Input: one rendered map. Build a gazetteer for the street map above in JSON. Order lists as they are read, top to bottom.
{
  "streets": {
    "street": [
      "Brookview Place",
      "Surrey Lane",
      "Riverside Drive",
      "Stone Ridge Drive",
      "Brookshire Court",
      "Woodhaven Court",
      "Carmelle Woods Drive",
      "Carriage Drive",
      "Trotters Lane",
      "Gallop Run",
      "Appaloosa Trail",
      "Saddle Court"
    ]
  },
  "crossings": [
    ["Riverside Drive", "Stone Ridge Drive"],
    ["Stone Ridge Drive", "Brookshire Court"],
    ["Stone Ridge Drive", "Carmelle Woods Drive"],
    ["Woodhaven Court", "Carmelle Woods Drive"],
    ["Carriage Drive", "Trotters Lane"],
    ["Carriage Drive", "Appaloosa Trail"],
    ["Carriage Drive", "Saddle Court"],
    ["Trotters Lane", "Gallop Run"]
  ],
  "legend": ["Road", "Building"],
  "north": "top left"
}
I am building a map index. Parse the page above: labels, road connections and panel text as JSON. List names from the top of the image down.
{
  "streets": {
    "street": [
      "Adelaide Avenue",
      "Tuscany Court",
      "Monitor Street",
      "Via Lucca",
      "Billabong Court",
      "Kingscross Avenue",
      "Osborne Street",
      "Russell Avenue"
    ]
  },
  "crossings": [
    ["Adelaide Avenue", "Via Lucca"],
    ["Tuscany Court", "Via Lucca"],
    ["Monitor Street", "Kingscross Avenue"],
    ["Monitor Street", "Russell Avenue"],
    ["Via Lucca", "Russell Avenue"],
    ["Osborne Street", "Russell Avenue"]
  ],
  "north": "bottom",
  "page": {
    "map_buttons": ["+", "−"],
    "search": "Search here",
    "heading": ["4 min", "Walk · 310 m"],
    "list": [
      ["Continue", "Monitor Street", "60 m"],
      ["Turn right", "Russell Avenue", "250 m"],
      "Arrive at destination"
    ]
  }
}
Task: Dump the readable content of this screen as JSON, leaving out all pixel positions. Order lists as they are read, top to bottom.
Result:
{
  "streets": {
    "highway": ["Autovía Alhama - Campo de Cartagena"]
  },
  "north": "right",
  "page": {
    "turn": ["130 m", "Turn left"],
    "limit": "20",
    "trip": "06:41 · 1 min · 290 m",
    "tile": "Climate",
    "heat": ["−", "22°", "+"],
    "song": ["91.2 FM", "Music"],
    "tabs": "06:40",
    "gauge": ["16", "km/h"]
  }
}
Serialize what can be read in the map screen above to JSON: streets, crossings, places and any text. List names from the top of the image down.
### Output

==================================================

Try it >>
Return all lines in the data that include the word "screen".

Your response >>
Task: Dump the readable content of this screen as JSON, leaving out all pixel positions. Order lists as they are read, top to bottom.
Serialize what can be read in the map screen above to JSON: streets, crossings, places and any text. List names from the top of the image down.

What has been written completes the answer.